* Stored items
┄┄┄┄┄┄┄┄┄┄

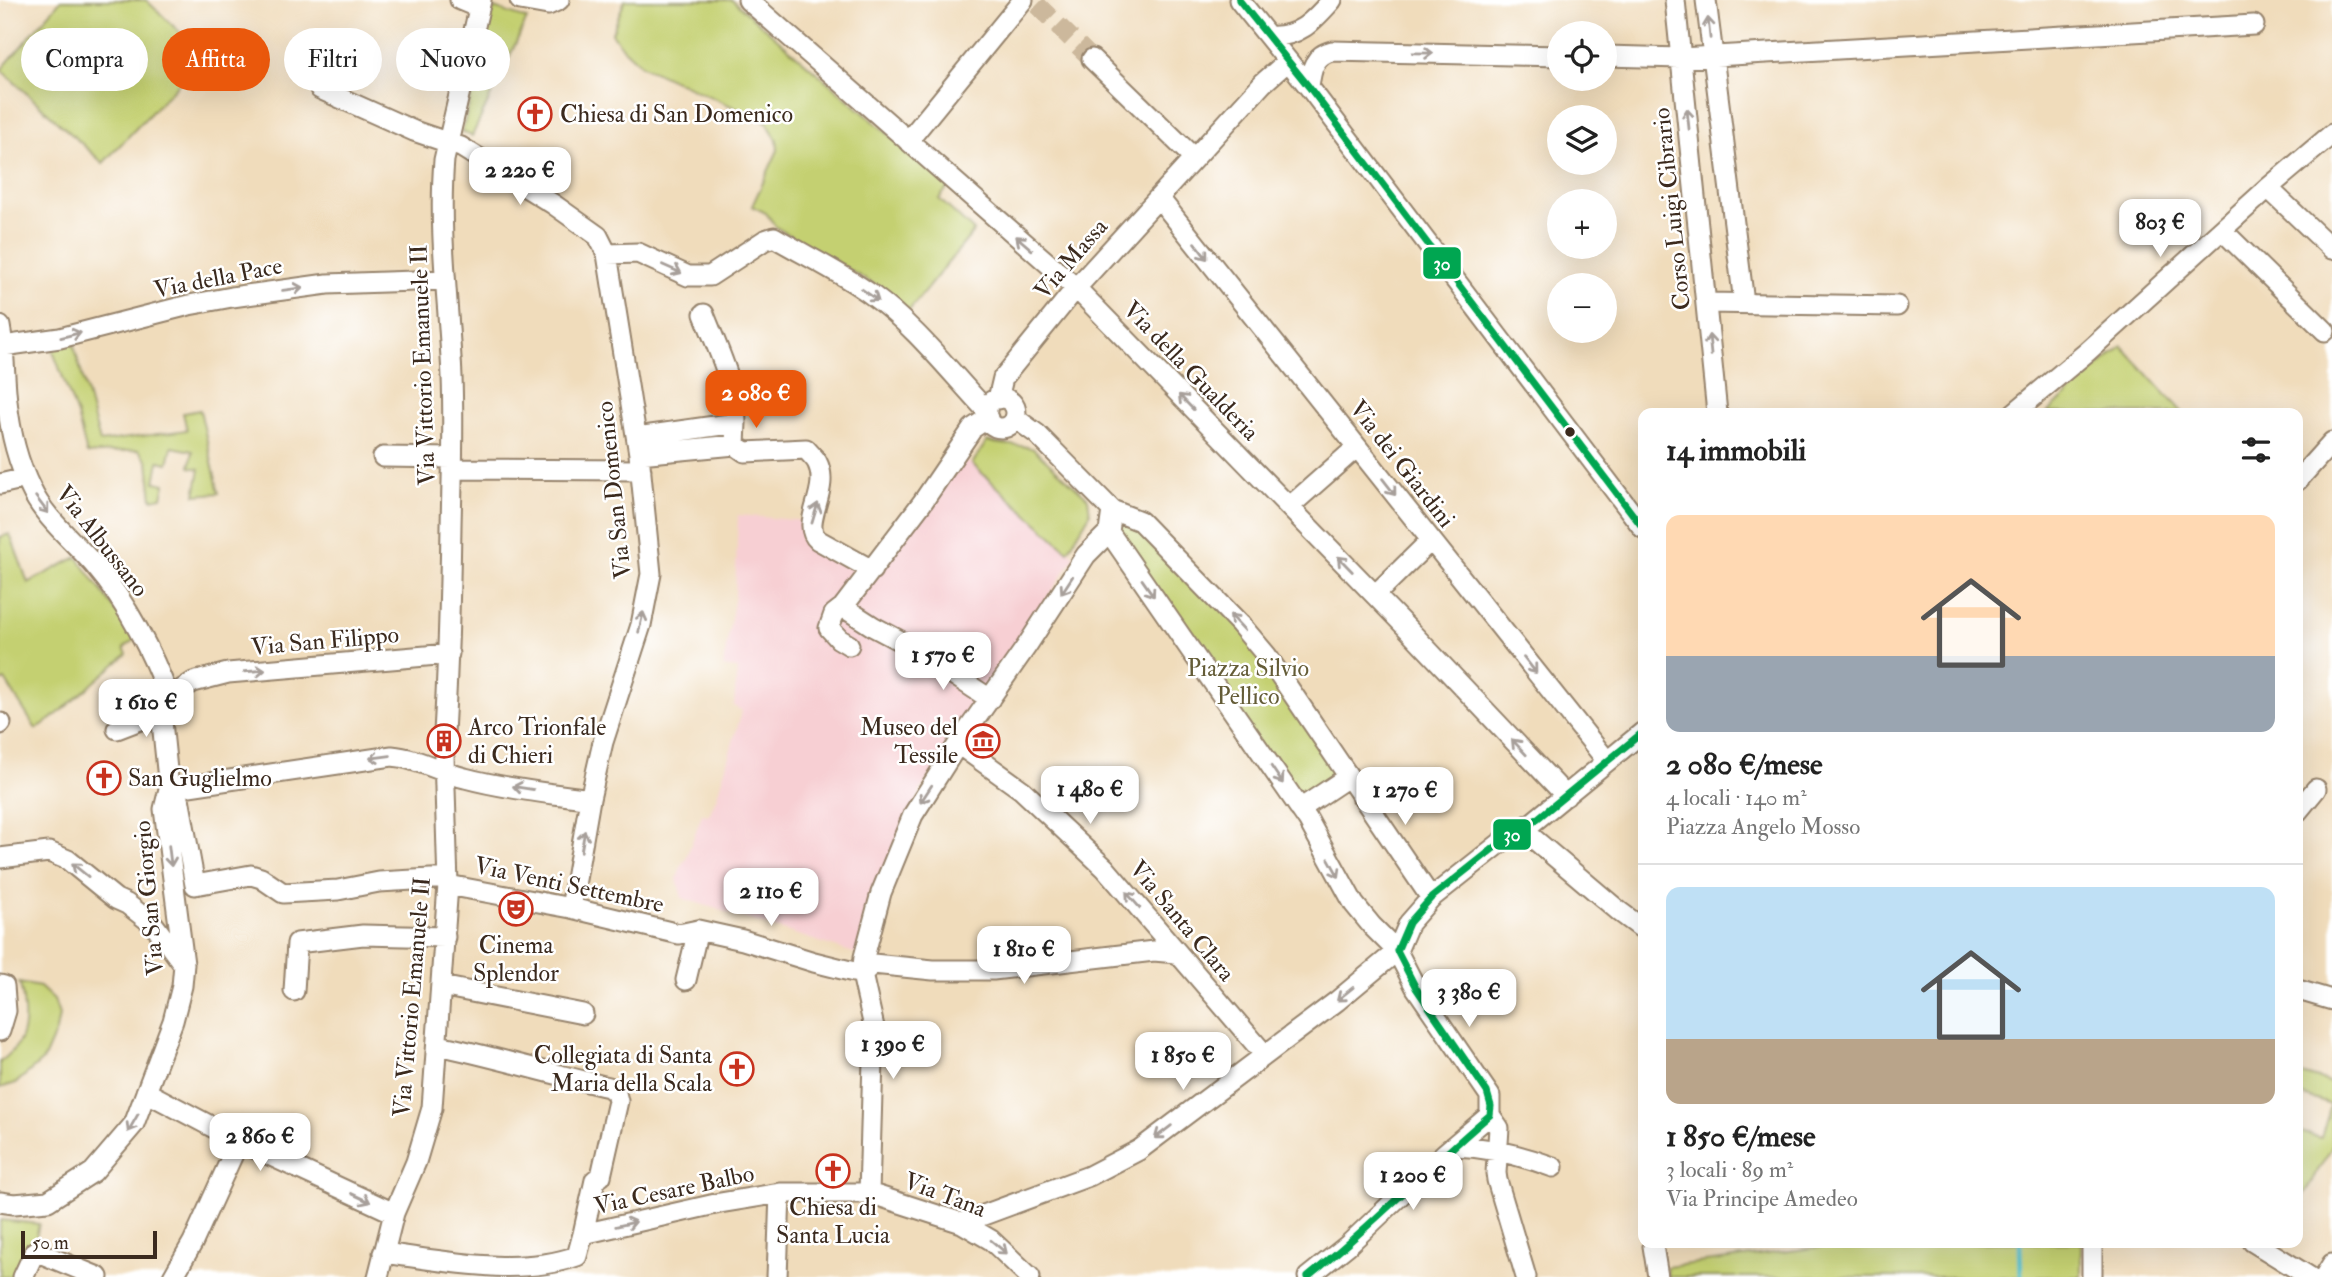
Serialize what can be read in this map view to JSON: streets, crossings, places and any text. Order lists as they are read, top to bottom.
{
  "streets": {
    "street": [
      "Corso Luigi Cibrario",
      "Via Massa",
      "Via della Pace",
      "Via Vittorio Emanuele II",
      "Via della Gualderia",
      "Via dei Giardini",
      "Via San Domenico",
      "Via Albussano",
      "Via San Filippo",
      "Via Venti Settembre",
      "Via San Giorgio",
      "Via Santa Clara",
      "Via Cesare Balbo",
      "Via Tana"
    ]
  },
  "crossings": [
    ["Via Massa", "Via della Gualderia"],
    ["Via Massa", "Via dei Giardini"],
    ["Via della Pace", "Via Vittorio Emanuele II"],
    ["Via della Pace", "Via Albussano"],
    ["Via Vittorio Emanuele II", "Via San Domenico"],
    ["Via Vittorio Emanuele II", "Via San Filippo"],
    ["Via Vittorio Emanuele II", "Via Venti Settembre"],
    ["Via San Domenico", "Via Venti Settembre"],
    ["Via Albussano", "Via San Filippo"],
    ["Via Albussano", "Via Venti Settembre"],
    ["Via Albussano", "Via San Giorgio"],
    ["Via Venti Settembre", "Via San Giorgio"],
    ["Via Cesare Balbo", "Via Tana"]
  ],
  "one_way": [
    "Via della Pace",
    "Via dei Giardini",
    "Via San Domenico",
    "Via Albussano",
    "Via Santa Clara",
    "Via Cesare Balbo",
    "Via Tana"
  ],
  "parks": ["Piazza Silvio Pellico"],
  "places": {
    "church": [
      "Chiesa di San Domenico",
      "San Guglielmo",
      "Collegiata di Santa Maria della Scala",
      "Chiesa di Santa Lucia"
    ],
    "building": ["Arco Trionfale di Chieri"],
    "museum": ["Museo del Tessile"],
    "theatre": ["Cinema Splendor"]
  },
  "lines": ["transit line 30"],
  "scale_bar": "50 m",
  "page": {
    "map_buttons": ["+", "−"],
    "chip": [
      "Compra",
      "Affitta",
      "Filtri",
      "Nuovo"
    ],
    "price": [
      "2 220 €",
      "803 €",
      "2 080 €",
      "1 570 €",
      "1 610 €",
      "1 480 €",
      "1 270 €",
      "2 110 €",
      "1 810 €",
      "3 380 €",
      "1 390 €",
      "1 850 €",
      "2 860 €",
      "1 200 €"
    ],
    "heading": "14 immobili",
    "list": [
      {
        "name": "2 080 €/mese",
        "note": "4 locali · 140 m² · Piazza Angelo Mosso"
      },
      {
        "name": "1 850 €/mese",
        "note": "3 locali · 89 m² · Via Principe Amedeo"
      }
    ],
    "scale": "50 m"
  }
}
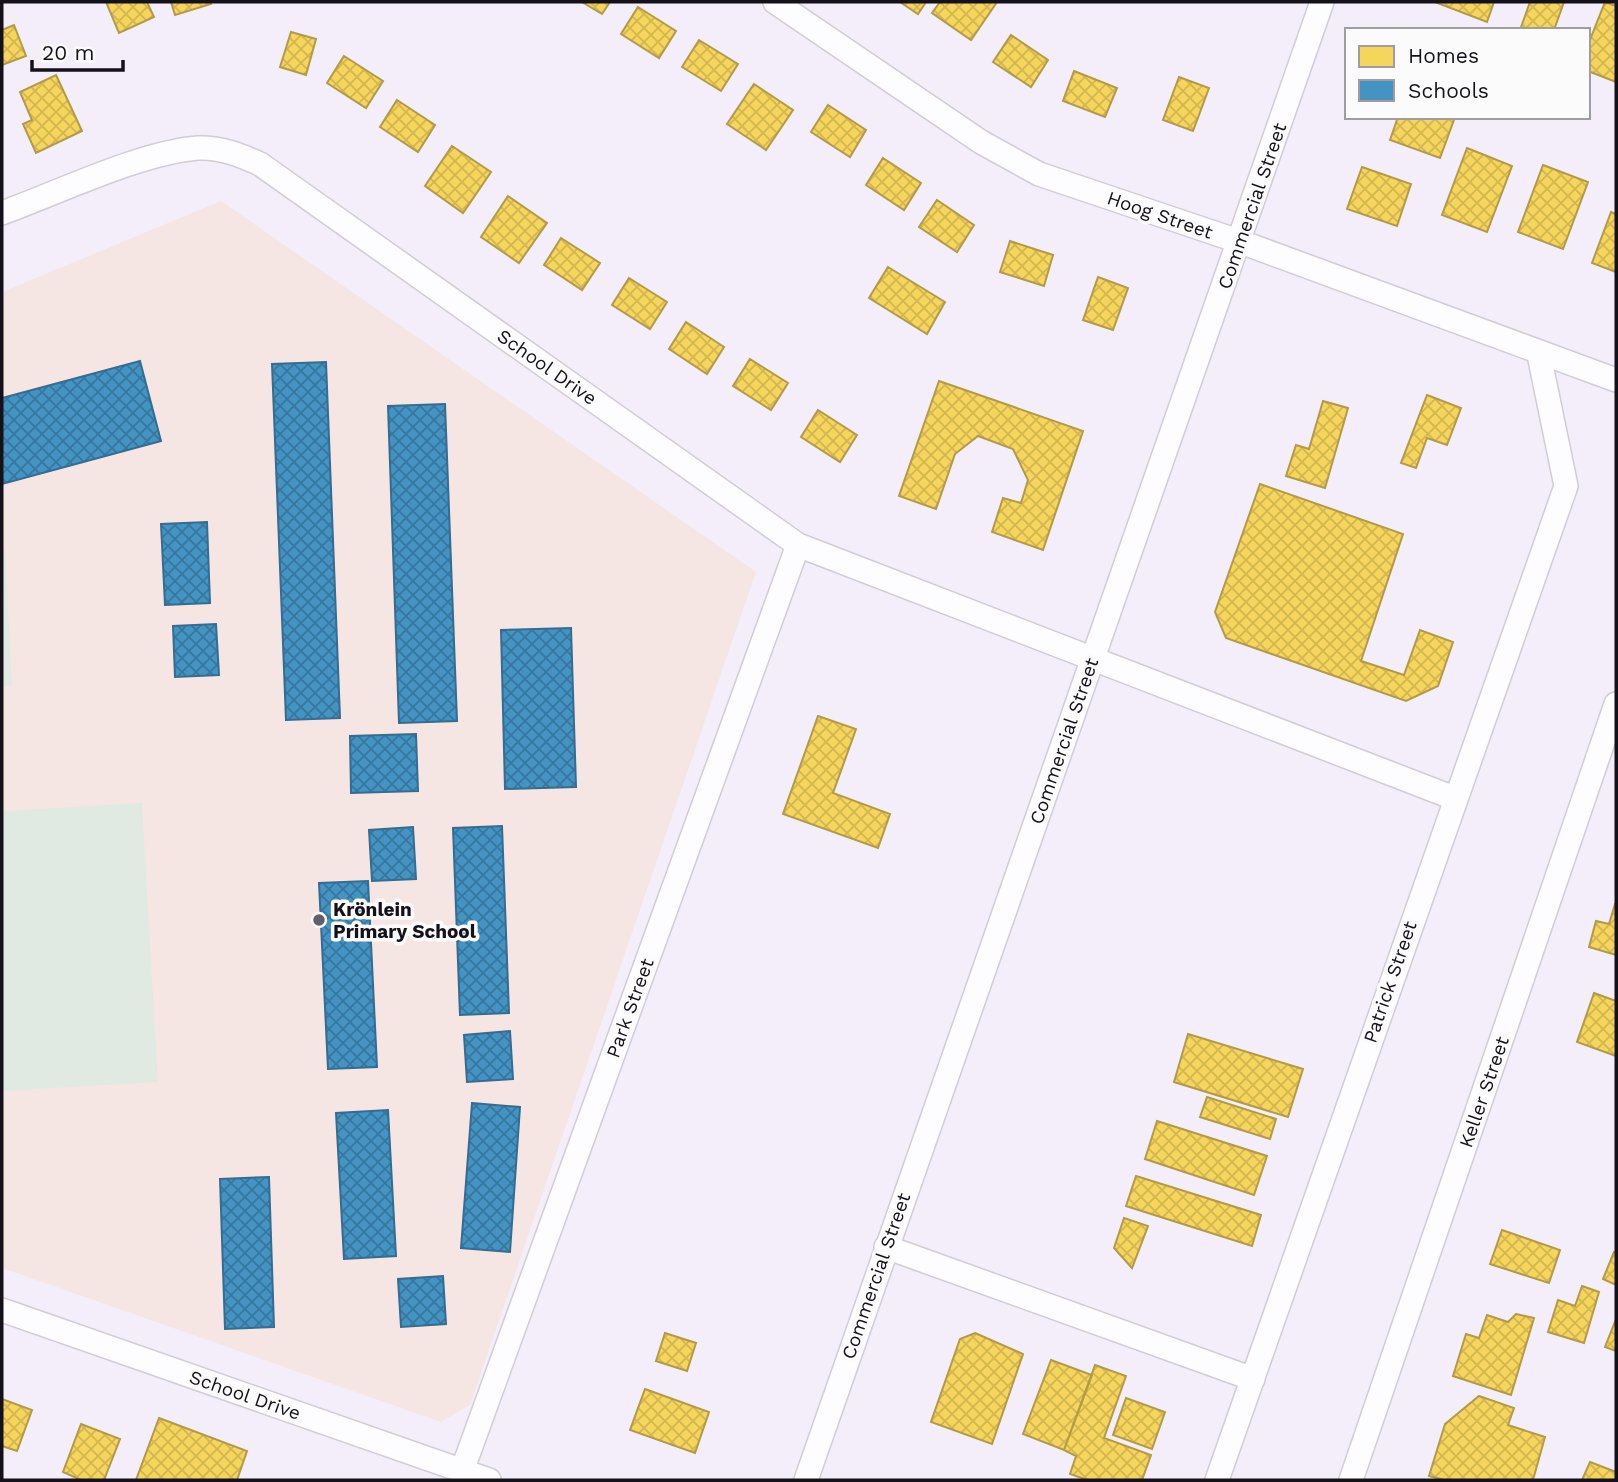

┄┄┄┄┄┄┄┄┄┄

* Task directions
Please give the records above again exactly as they stand, with no pictures.

* Answer to this exercise
Serialize what can be read in this map view to JSON: streets, crossings, places and any text. Order lists as they are read, top to bottom.
{
  "streets": {
    "street": [
      "Corso Luigi Cibrario",
      "Via Massa",
      "Via della Pace",
      "Via Vittorio Emanuele II",
      "Via della Gualderia",
      "Via dei Giardini",
      "Via San Domenico",
      "Via Albussano",
      "Via San Filippo",
      "Via Venti Settembre",
      "Via San Giorgio",
      "Via Santa Clara",
      "Via Cesare Balbo",
      "Via Tana"
    ]
  },
  "crossings": [
    ["Via Massa", "Via della Gualderia"],
    ["Via Massa", "Via dei Giardini"],
    ["Via della Pace", "Via Vittorio Emanuele II"],
    ["Via della Pace", "Via Albussano"],
    ["Via Vittorio Emanuele II", "Via San Domenico"],
    ["Via Vittorio Emanuele II", "Via San Filippo"],
    ["Via Vittorio Emanuele II", "Via Venti Settembre"],
    ["Via San Domenico", "Via Venti Settembre"],
    ["Via Albussano", "Via San Filippo"],
    ["Via Albussano", "Via Venti Settembre"],
    ["Via Albussano", "Via San Giorgio"],
    ["Via Venti Settembre", "Via San Giorgio"],
    ["Via Cesare Balbo", "Via Tana"]
  ],
  "one_way": [
    "Via della Pace",
    "Via dei Giardini",
    "Via San Domenico",
    "Via Albussano",
    "Via Santa Clara",
    "Via Cesare Balbo",
    "Via Tana"
  ],
  "parks": ["Piazza Silvio Pellico"],
  "places": {
    "church": [
      "Chiesa di San Domenico",
      "San Guglielmo",
      "Collegiata di Santa Maria della Scala",
      "Chiesa di Santa Lucia"
    ],
    "building": ["Arco Trionfale di Chieri"],
    "museum": ["Museo del Tessile"],
    "theatre": ["Cinema Splendor"]
  },
  "lines": ["transit line 30"],
  "scale_bar": "50 m",
  "page": {
    "map_buttons": ["+", "−"],
    "chip": [
      "Compra",
      "Affitta",
      "Filtri",
      "Nuovo"
    ],
    "price": [
      "2 220 €",
      "803 €",
      "2 080 €",
      "1 570 €",
      "1 610 €",
      "1 480 €",
      "1 270 €",
      "2 110 €",
      "1 810 €",
      "3 380 €",
      "1 390 €",
      "1 850 €",
      "2 860 €",
      "1 200 €"
    ],
    "heading": "14 immobili",
    "list": [
      {
        "name": "2 080 €/mese",
        "note": "4 locali · 140 m² · Piazza Angelo Mosso"
      },
      {
        "name": "1 850 €/mese",
        "note": "3 locali · 89 m² · Via Principe Amedeo"
      }
    ],
    "scale": "50 m"
  }
}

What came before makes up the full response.